Yuhalandı, "çek git, kongre kararı al" dendi.
Dayanamadı ve canı kadar sevdiği Bursaspor'dan ayrılma kararı alıp, gerekeni yaptı.
Kongre kararı alındı.
Sonra bizim TEKSAS açıklama yaptı...
"Valimiz Yakup Canbolat ve Büyükşehir Belediye Başkanımız Alinur Aktaş'a bir çağrıda bulunmak istiyoruz; kimse ile olan iyi/kötü ilişkilerimiz, bizler için Bursaspor'un geleceğinden mühim değildir. Mevcut şartlar altında, camiamızdaki ayrışmaya ve umutsuzluğa dur diyecek, yönetime talip olmayı düşünecek isimlerin hem siyasi hem de maddi çekincelerini giderecek olan ilk adımı atmak, sizin sorumluluğunuzdadır.
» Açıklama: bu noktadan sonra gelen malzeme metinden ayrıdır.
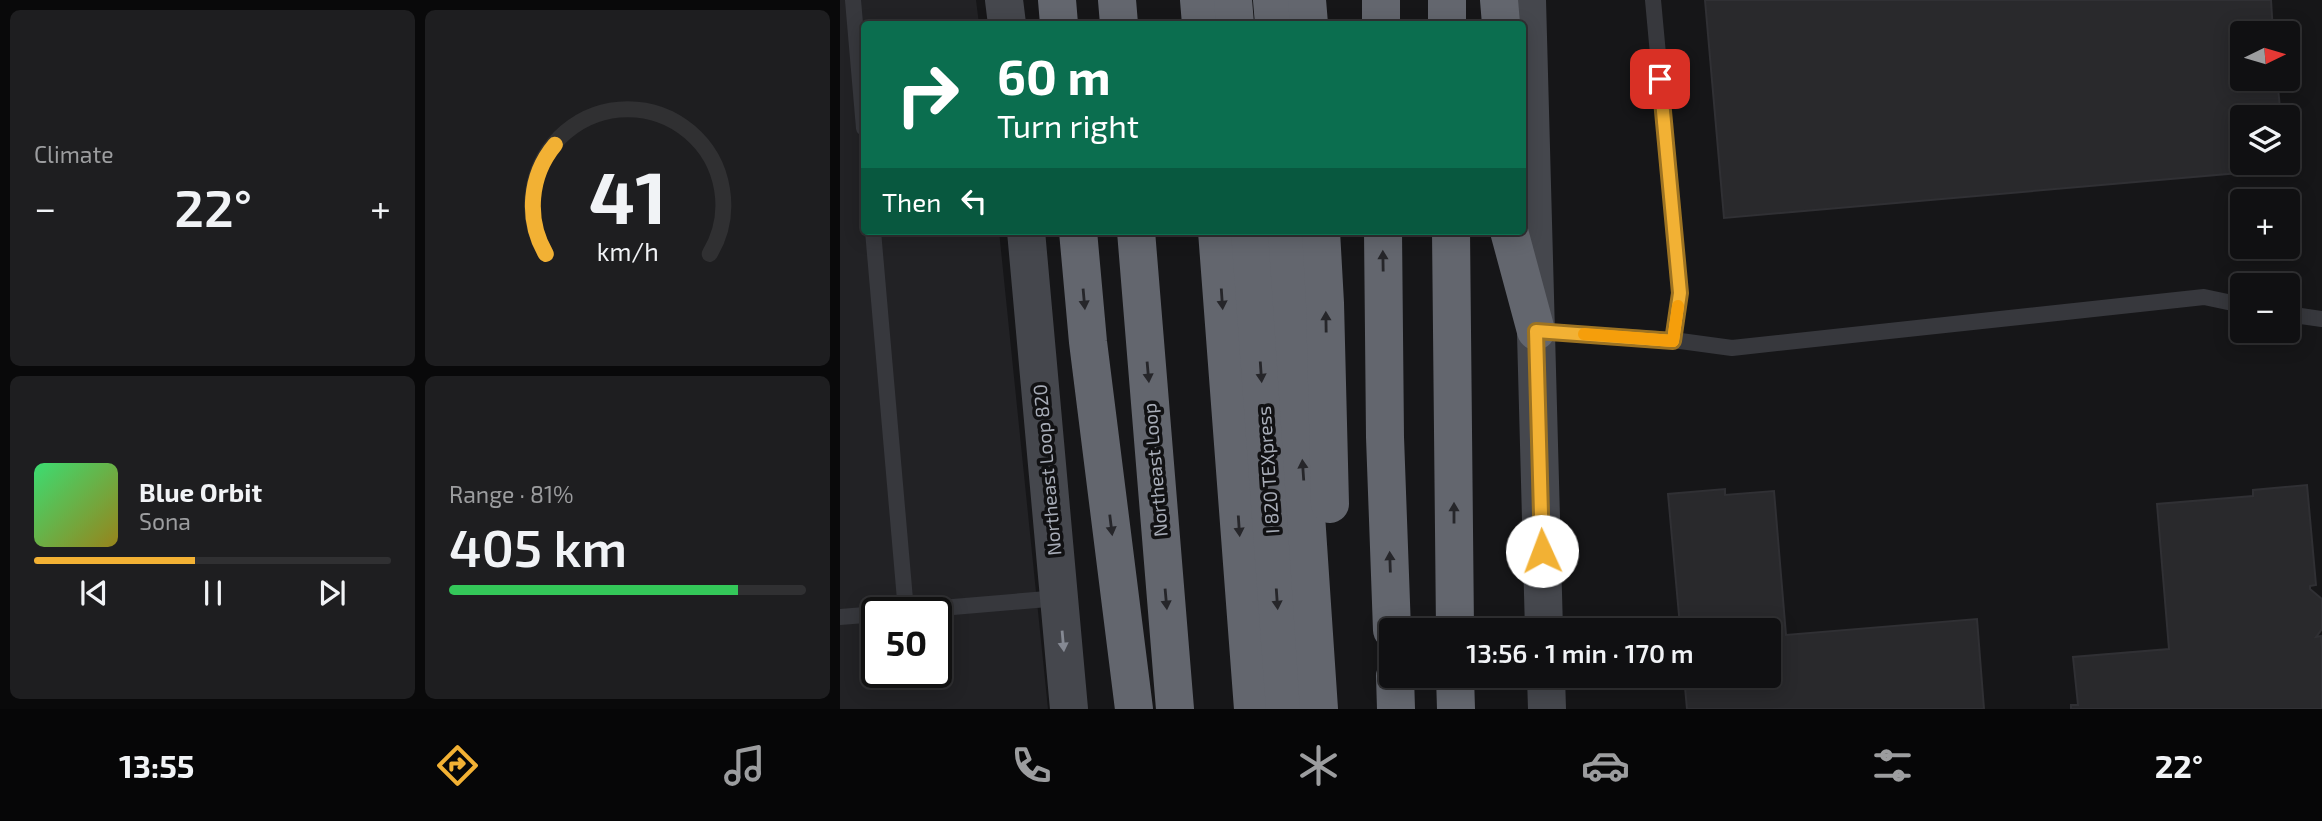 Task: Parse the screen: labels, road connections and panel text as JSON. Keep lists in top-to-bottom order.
{
  "streets": {
    "highway": ["Northeast Loop", "I 820 TEXpress"],
    "main road": ["Northeast Loop 820"]
  },
  "north": "right",
  "page": {
    "tile": [
      "Climate",
      ["Range · 81%", "405 km"]
    ],
    "map_buttons": ["+", "−"],
    "turn": ["60 m", "Turn right"],
    "then": "Then",
    "heat": ["−", "22°", "+"],
    "song": ["Blue Orbit", "Sona"],
    "limit": "50",
    "trip": "13:56 · 1 min · 170 m",
    "tabs": ["13:55", "22°"],
    "gauge": ["41", "km/h"]
  }
} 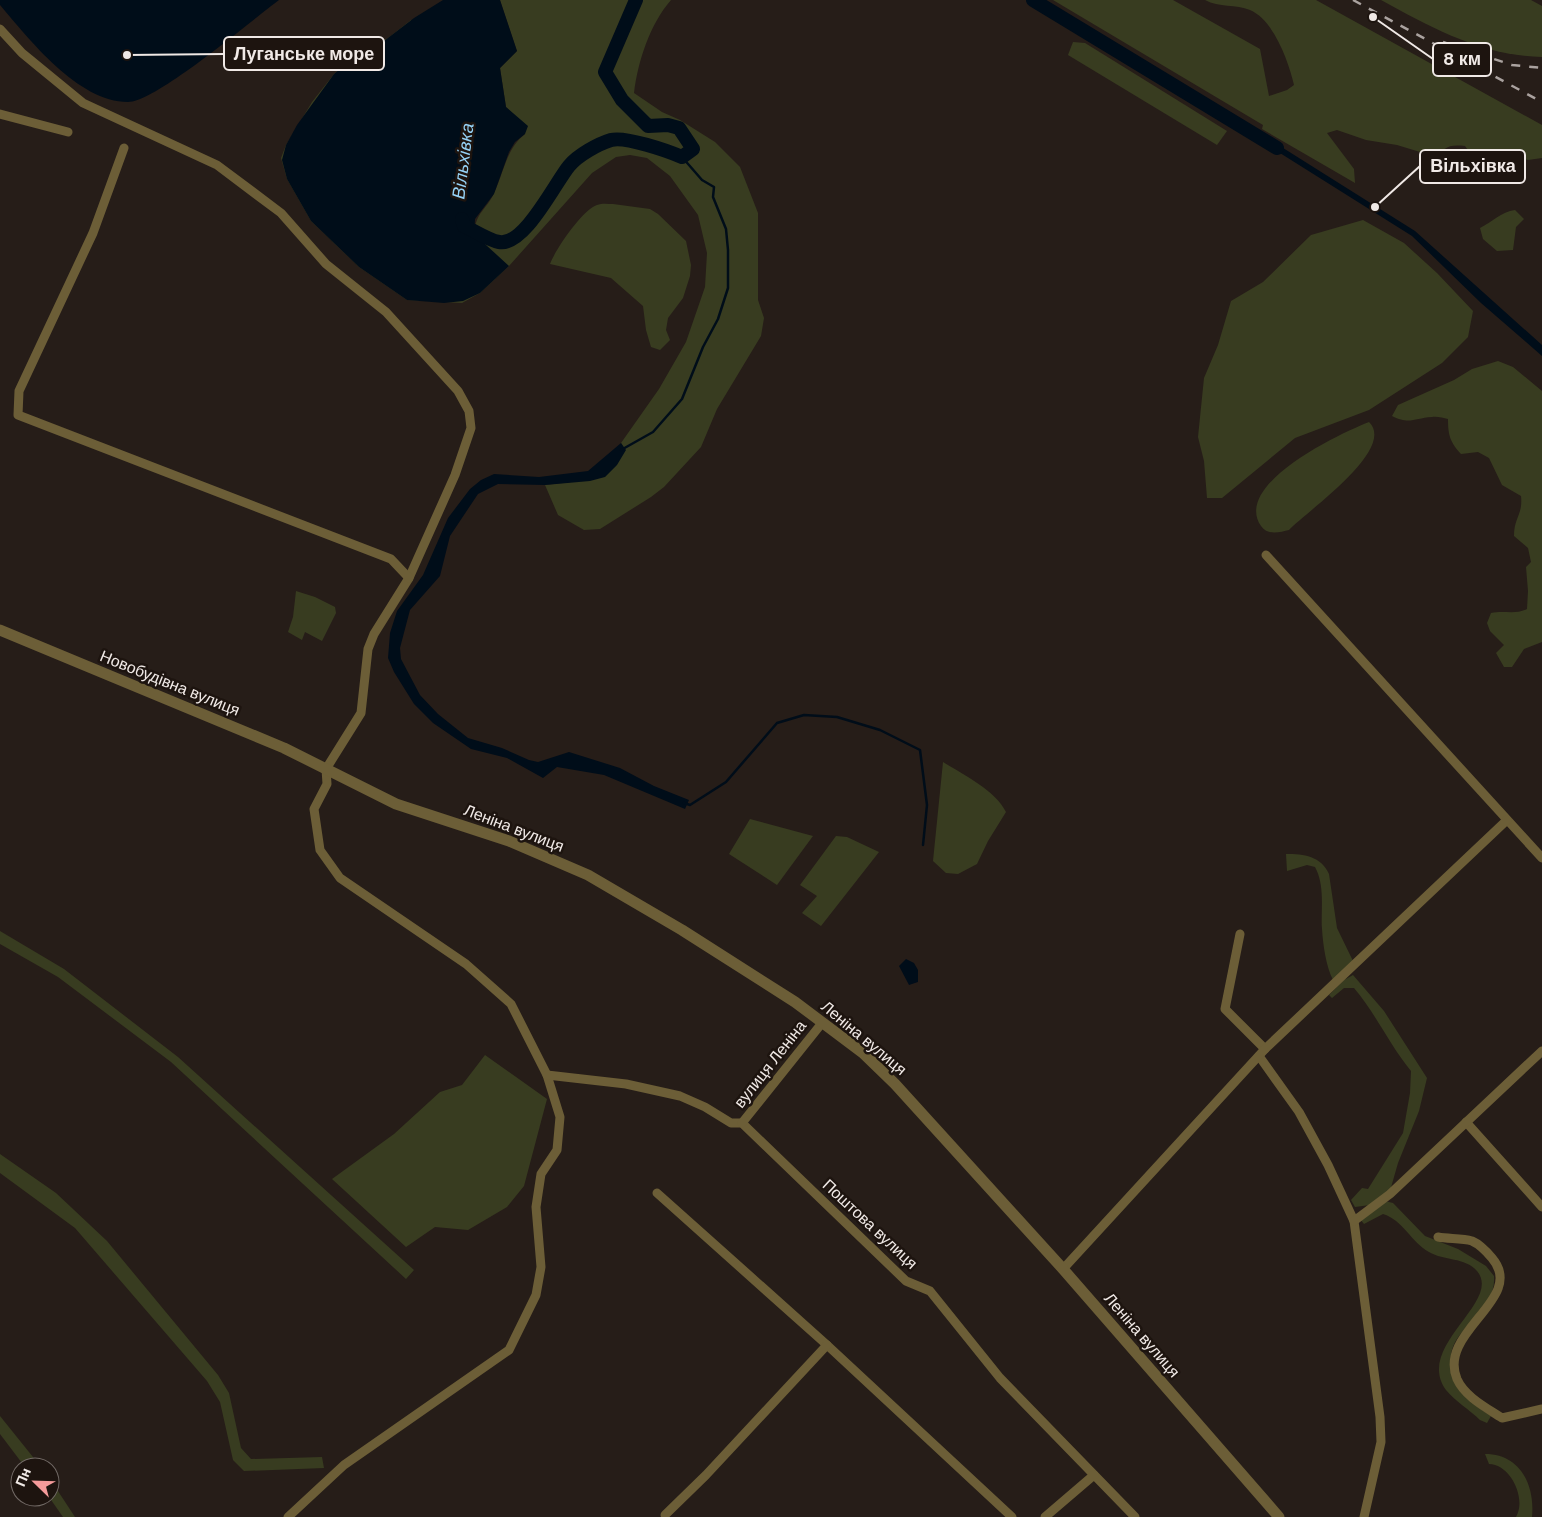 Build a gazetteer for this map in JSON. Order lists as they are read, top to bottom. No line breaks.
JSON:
{"streets":{"street":["Новобудівна вулиця","Леніна вулиця","вулиця Леніна","Поштова вулиця"]},"crossings":[["Новобудівна вулиця","Леніна вулиця"],["Леніна вулиця","вулиця Леніна"],["вулиця Леніна","Поштова вулиця"]],"water":["Вільхівка"],"places":["8 км","Луганське море","Вільхівка"],"north":"top left"}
Kentimizin en büyük markası olan Bursaspor’umuzu ayağa kaldırmak için en önemli ihtiyaç, Bursa ve Bursalıların değerlerini korumak ve yüceltmek ile sorumlu sizlerin, Bursaspor için mücadeleye hazır samimi isimleri aynı masa etrafında buluşturması ve oluşan masanın sahibi değil, koşulsuz ve sonsuz destekçisi olarak Bursaspor'un yarınlarının ortak akılla ve gereken mali havuz beraberinde oluşturulmasına katkı sunmanızdır."
Var mı çıkacak kimse?
Var mı aday?
Hani “karışmasın, siyaset bulaşmasın” deniyordu.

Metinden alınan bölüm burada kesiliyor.